DIRECTIONS - Nothing but the pictures should be dropped; repeat the rest of the data below exactly.

[DATA SEGMENT Boundary: Start]

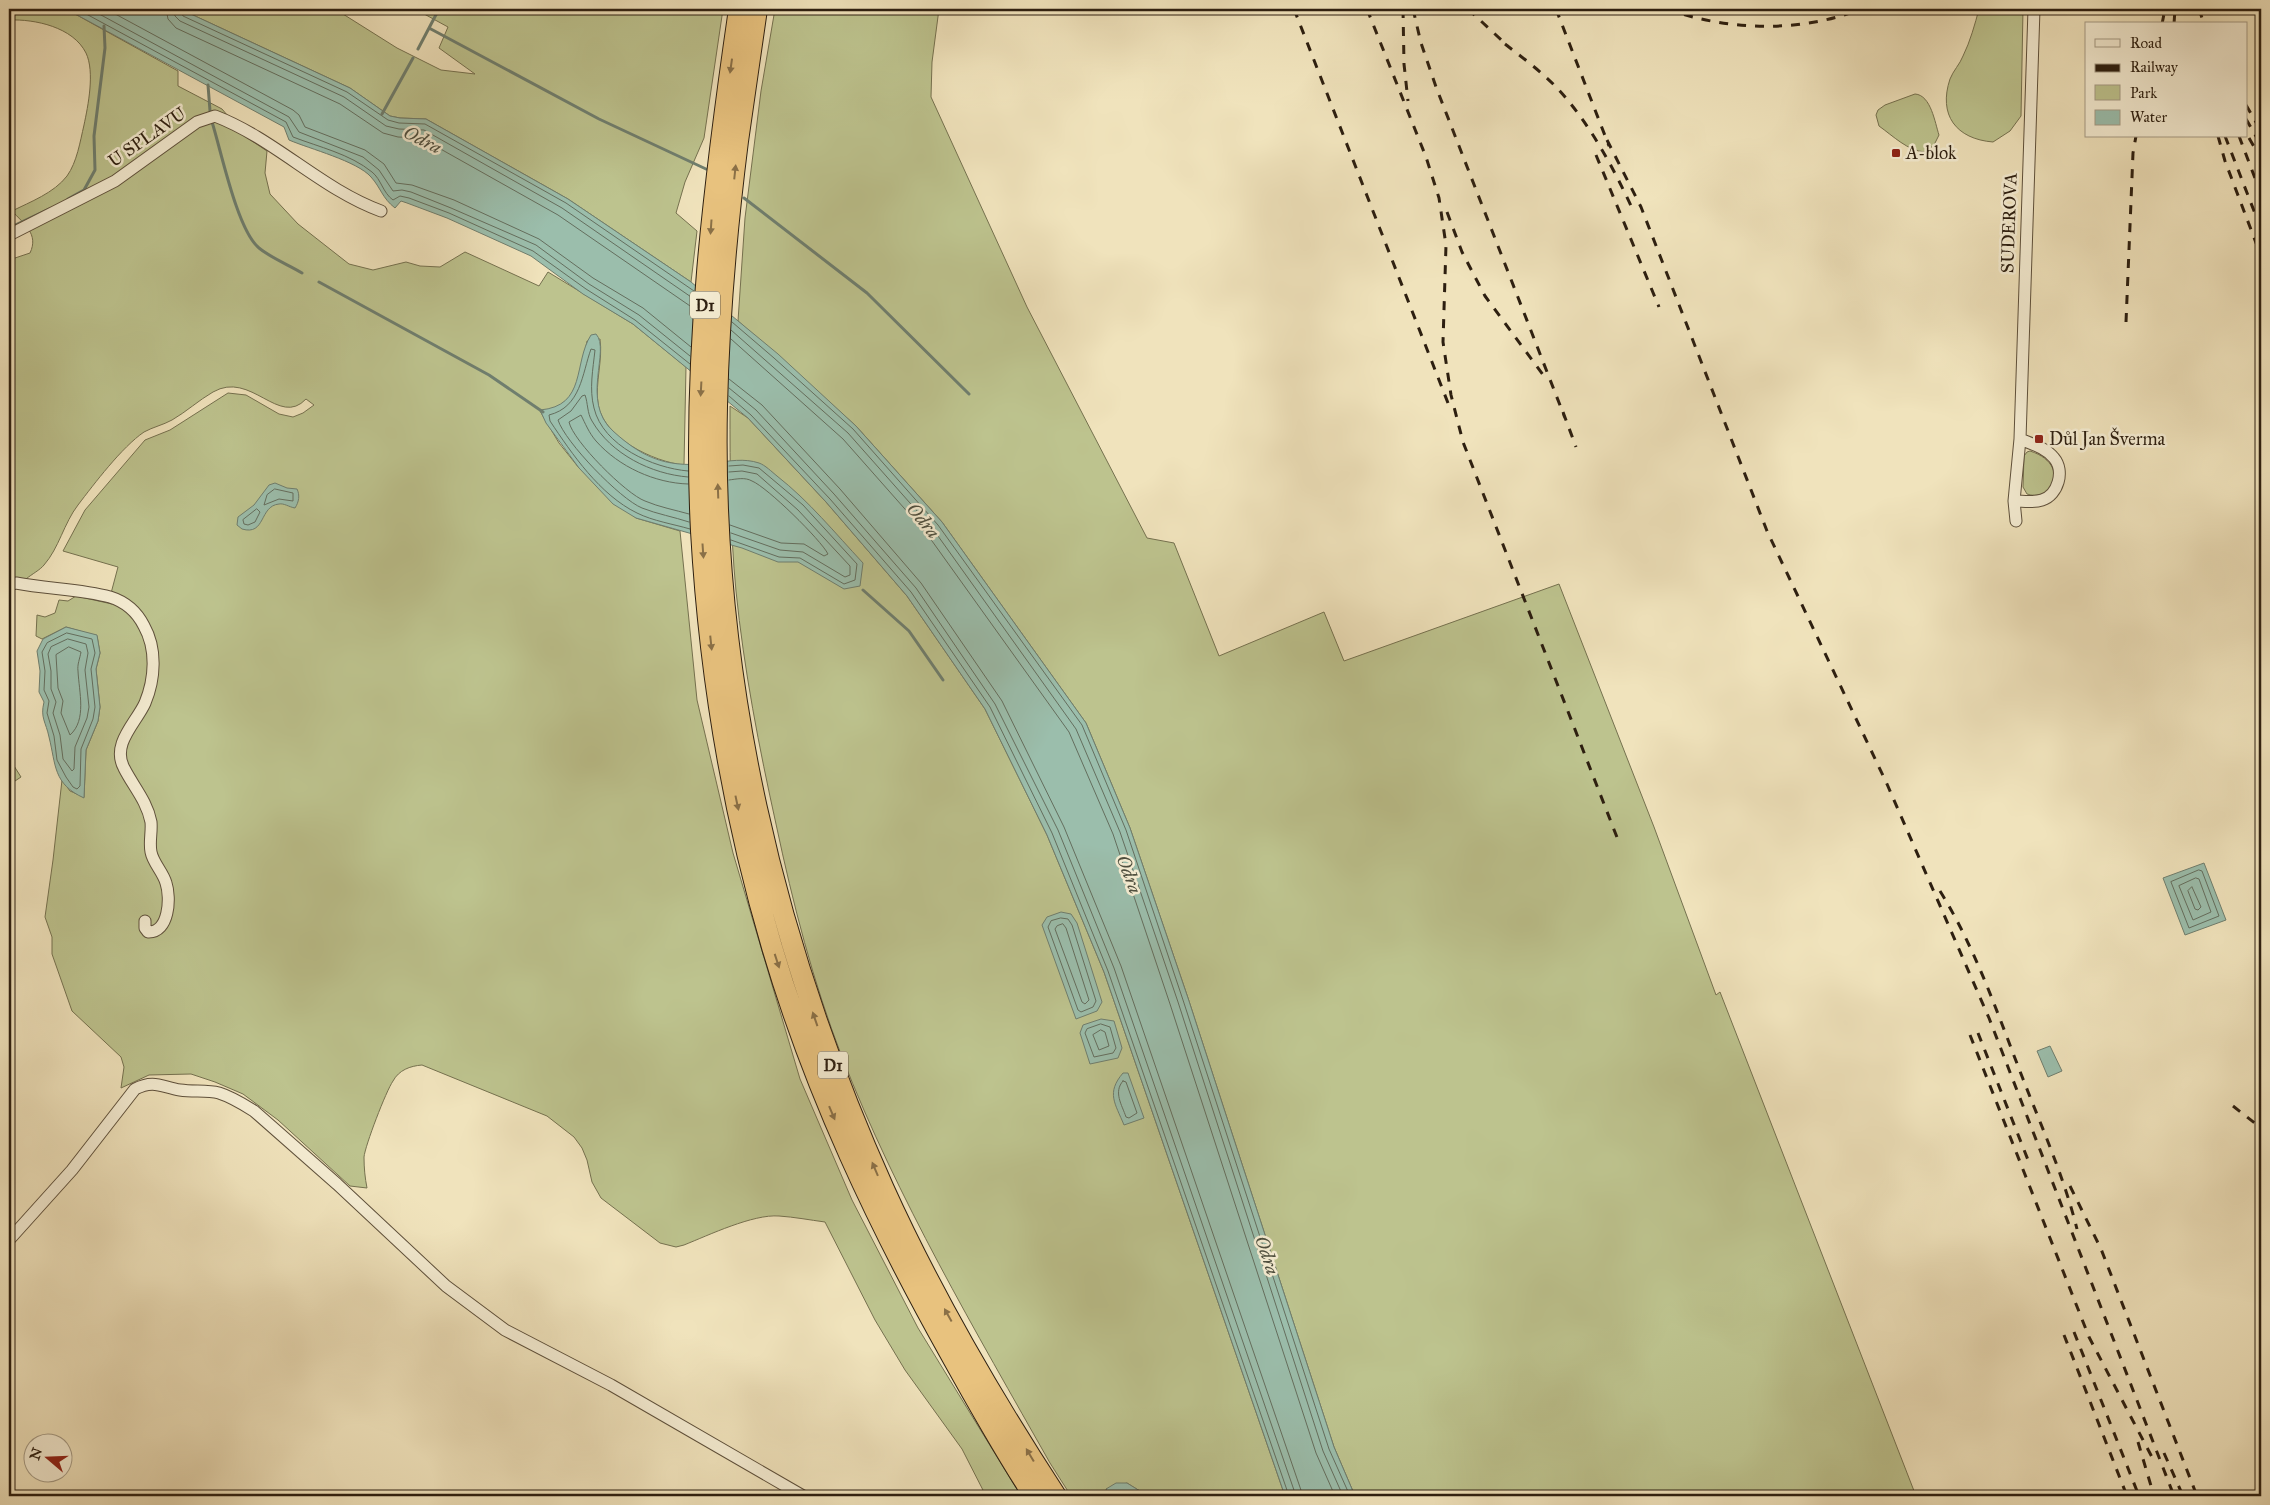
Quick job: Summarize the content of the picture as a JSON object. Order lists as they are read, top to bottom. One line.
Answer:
{"streets":{"highway":["D1"],"street":["U SPLAVU","SUDEROVA"]},"water":["Odra"],"places":{"transit":["A-blok","Důl Jan Šverma"]},"legend":["Road","Railway","Park","Water"],"north":"left"}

[DATA SEGMENT Boundary: End]

EXPECTED OUTPUT -
Quick job: Summarize the content of the picture as a JSON object. Order lists as they are read, top to bottom. One line.
Answer:
{"streets":{"highway":["D1"],"street":["U SPLAVU","SUDEROVA"]},"water":["Odra"],"places":{"transit":["A-blok","Důl Jan Šverma"]},"legend":["Road","Railway","Park","Water"],"north":"left"}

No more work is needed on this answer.